- Born: 25 May 1952 (age 72) London, England
- Occupation(s): Photojournalist, film director, educator, writer, fine artist
- Spouse: Ruby Handler Jacobs
- Children: Daughter Georgiana Rose Jacobs
- Awards: International Family Film Festival - winner: Director's Gold Award.
- Website: http://www.mjphoto.com

= Michael J. Jacobs =

English photojournalist and director

Michael J. Jacobs (born 25 May 1952 in London, England) is an English photojournalist turned feature film director and motion picture studio owner.

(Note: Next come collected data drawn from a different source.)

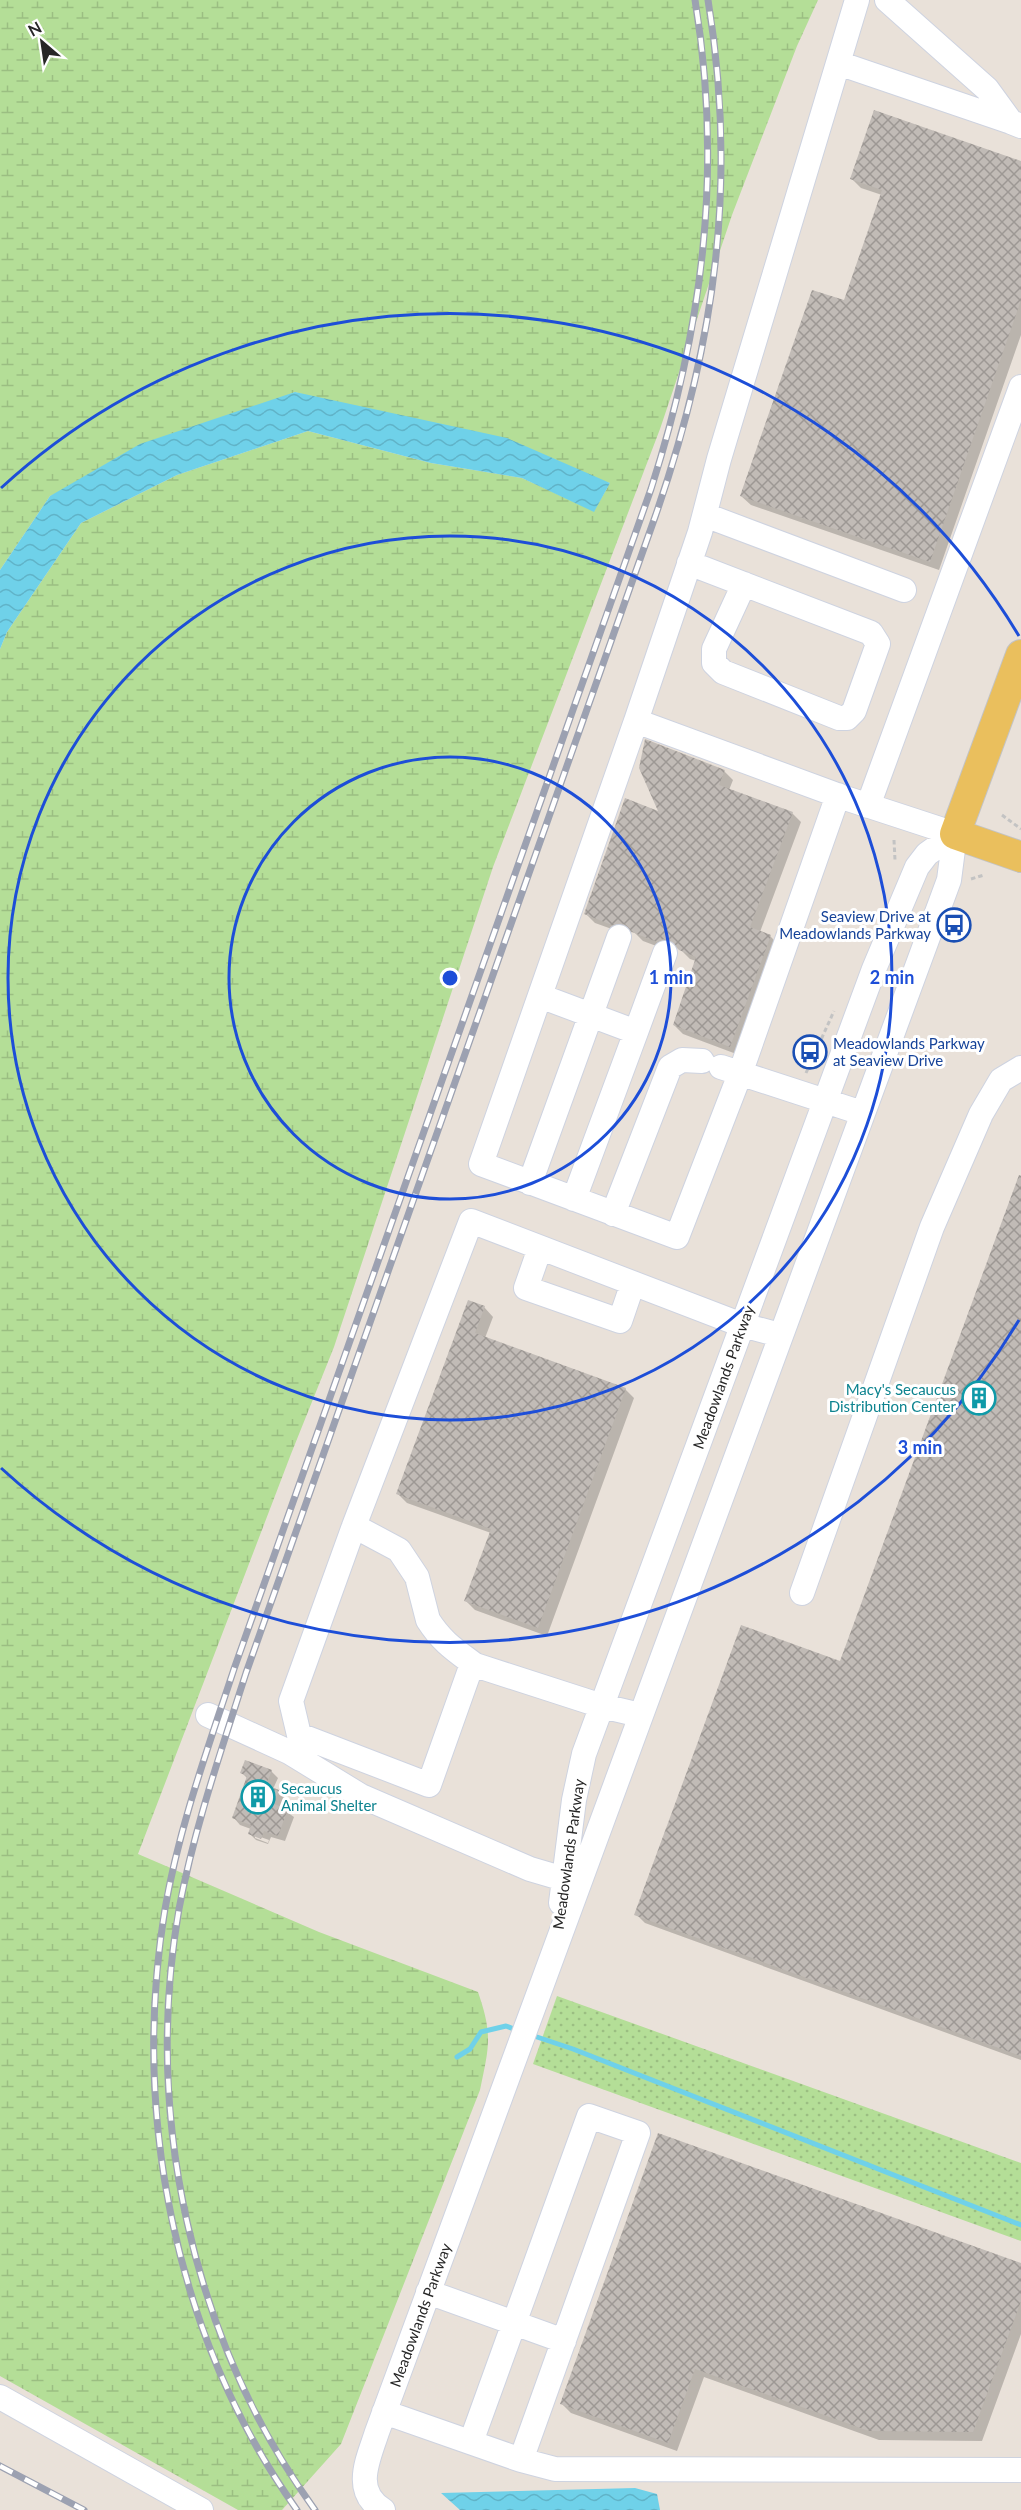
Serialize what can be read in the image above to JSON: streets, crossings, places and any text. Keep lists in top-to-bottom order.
{
  "streets": {
    "main road": ["Meadowlands Parkway"]
  },
  "places": {
    "bus stop": ["Seaview Drive at Meadowlands Parkway", "Meadowlands Parkway at Seaview Drive"],
    "building": ["Macy's Secaucus Distribution Center", "Secaucus Animal Shelter"]
  },
  "north": "top left",
  "rings": ["1 min", "2 min", "3 min"]
}
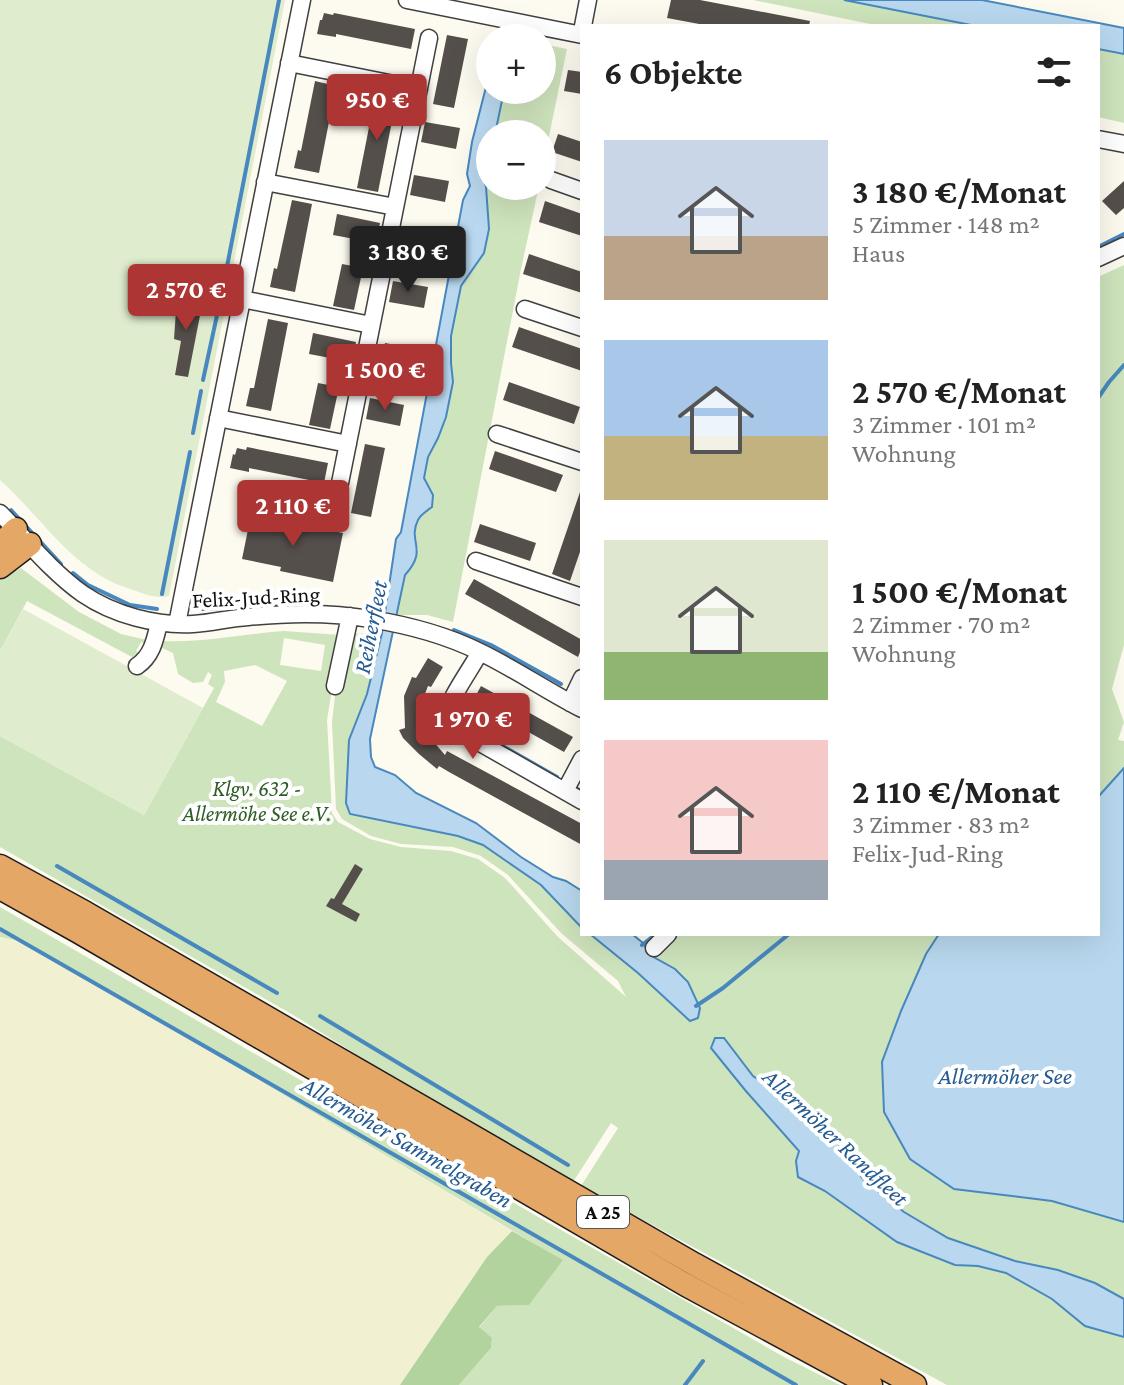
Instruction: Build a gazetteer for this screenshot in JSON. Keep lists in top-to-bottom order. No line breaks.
{"streets":{"highway":["A 25"],"street":["Felix-Jud-Ring"]},"water":["Reiherfleet","Allermöher See","Allermöher Randfleet","Allermöher Sammelgraben"],"parks":["Klgv. 632 - Allermöhe See e.V."],"page":{"map_buttons":["+","−"],"heading":"6 Objekte","price":["950 €","3 180 €","2 570 €","1 500 €","2 110 €","1 970 €"],"list":[{"name":"3 180 €/Monat","note":"5 Zimmer · 148 m² · Haus"},{"name":"2 570 €/Monat","note":"3 Zimmer · 101 m² · Wohnung"},{"name":"1 500 €/Monat","note":"2 Zimmer · 70 m² · Wohnung"},{"name":"2 110 €/Monat","note":"3 Zimmer · 83 m² · Felix-Jud-Ring"}]}}
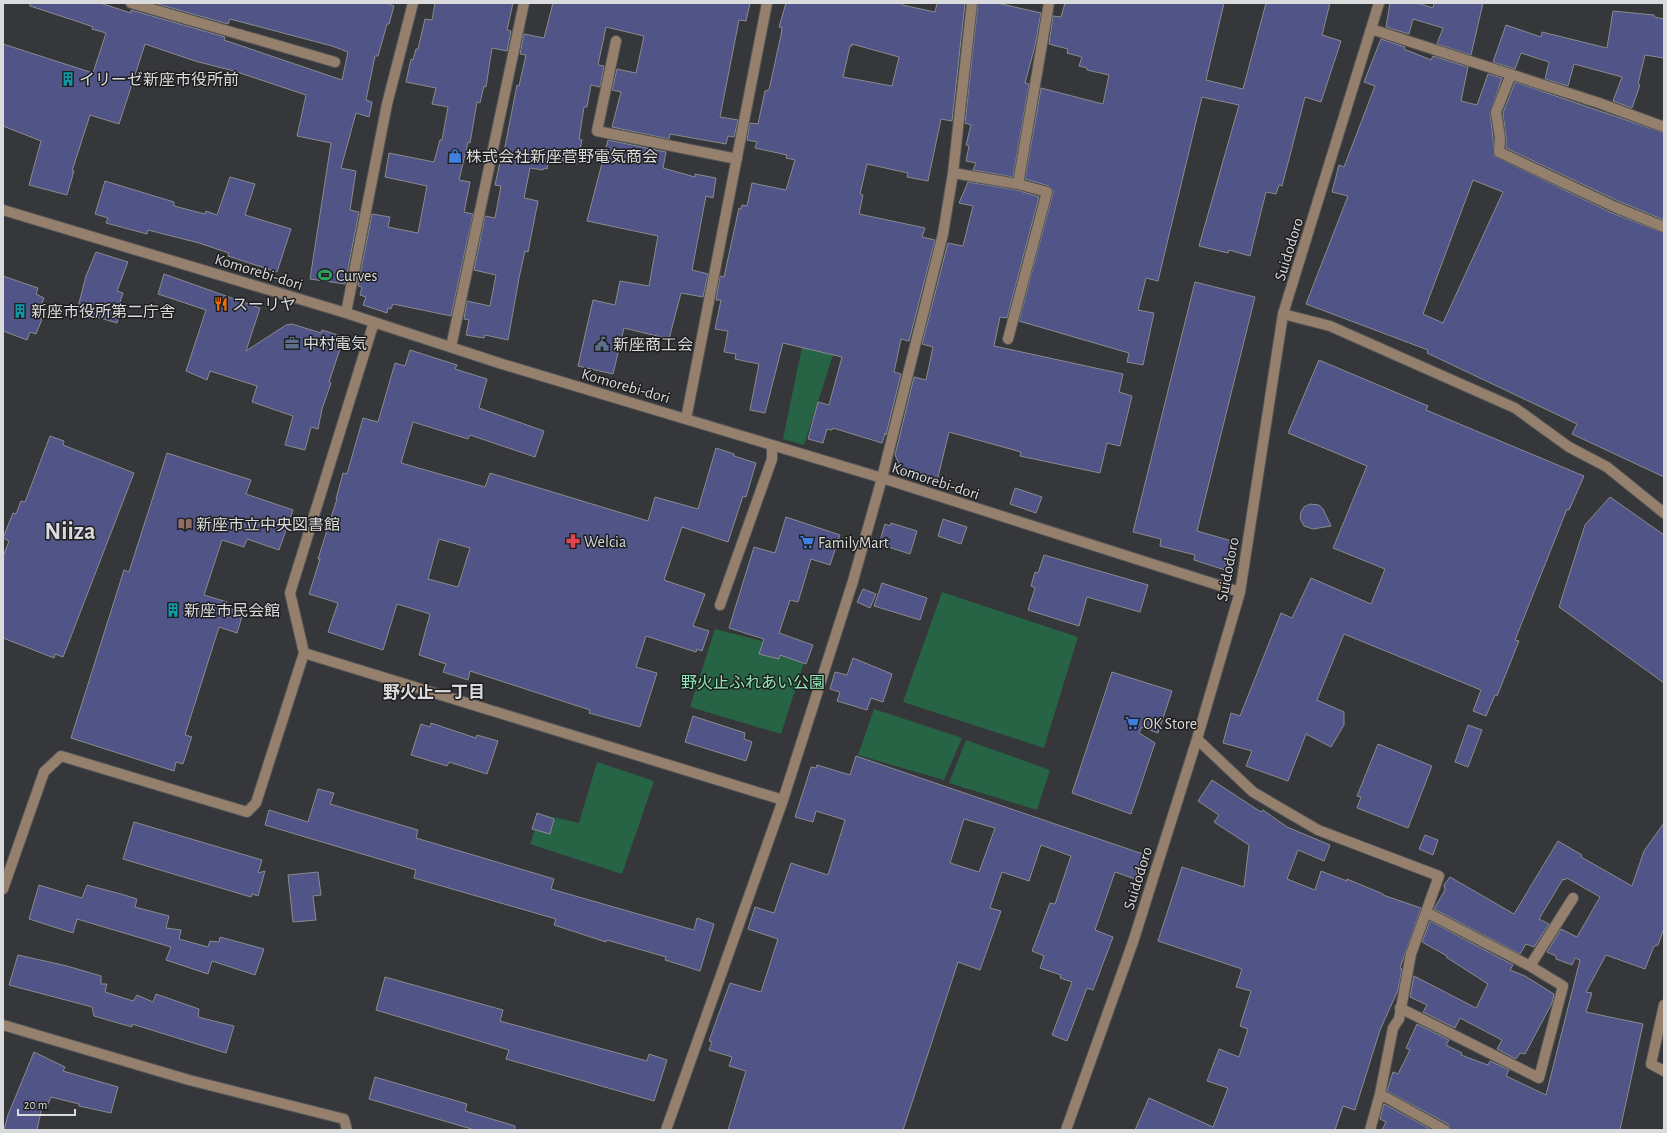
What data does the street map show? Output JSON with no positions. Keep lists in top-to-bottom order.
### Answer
{
  "streets": {
    "street": ["Suidodoro", "Komorebi-dori"]
  },
  "crossings": [
    ["Suidodoro", "Komorebi-dori"]
  ],
  "districts": ["Niiza", "野火止一丁目"],
  "parks": ["野火止ふれあい公園"],
  "places": {
    "building": ["イリーゼ新座市役所前", "新座市役所第二庁舎", "新座市民会館"],
    "shop": ["株式会社新座菅野電気商会"],
    "sports": ["Curves"],
    "restaurant": ["スーリヤ"],
    "office": ["中村電気"],
    "public building": ["新座商工会"],
    "library": ["新座市立中央図書館"],
    "pharmacy": ["Welcia"],
    "supermarket": ["FamilyMart", "OK Store"]
  },
  "scale_bar": "20 m"
}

Michael Jacobs has over four decades of professional experience as a photojournalist. Assignments have taken him to nearly 70 countries, in every continent. During the Vietnam War, Michael spent two years as a photojournalist and aircrewman in the U.S. Navy's elite Combat Camera Group. He later documented the opening of the new South Pole Station. With over thirty years photographing the entertainment industry, he has worked on more than 200 film, television, video and music productions. His photographic collection contains nearly two million images. Of these, more than 10,000 images and 500 articles have been published.

In 2004, along with his wife Ruby Handler Jacobs, they relocated to Albuquerque, New Mexico to assist in growing the fledgling film business. In 2005, he made his debut at the helm of award-winning Crab Orchard (now titled Sheeba) starring Edward Asner, Judge Reinhold and Ruby Handler Jacobs.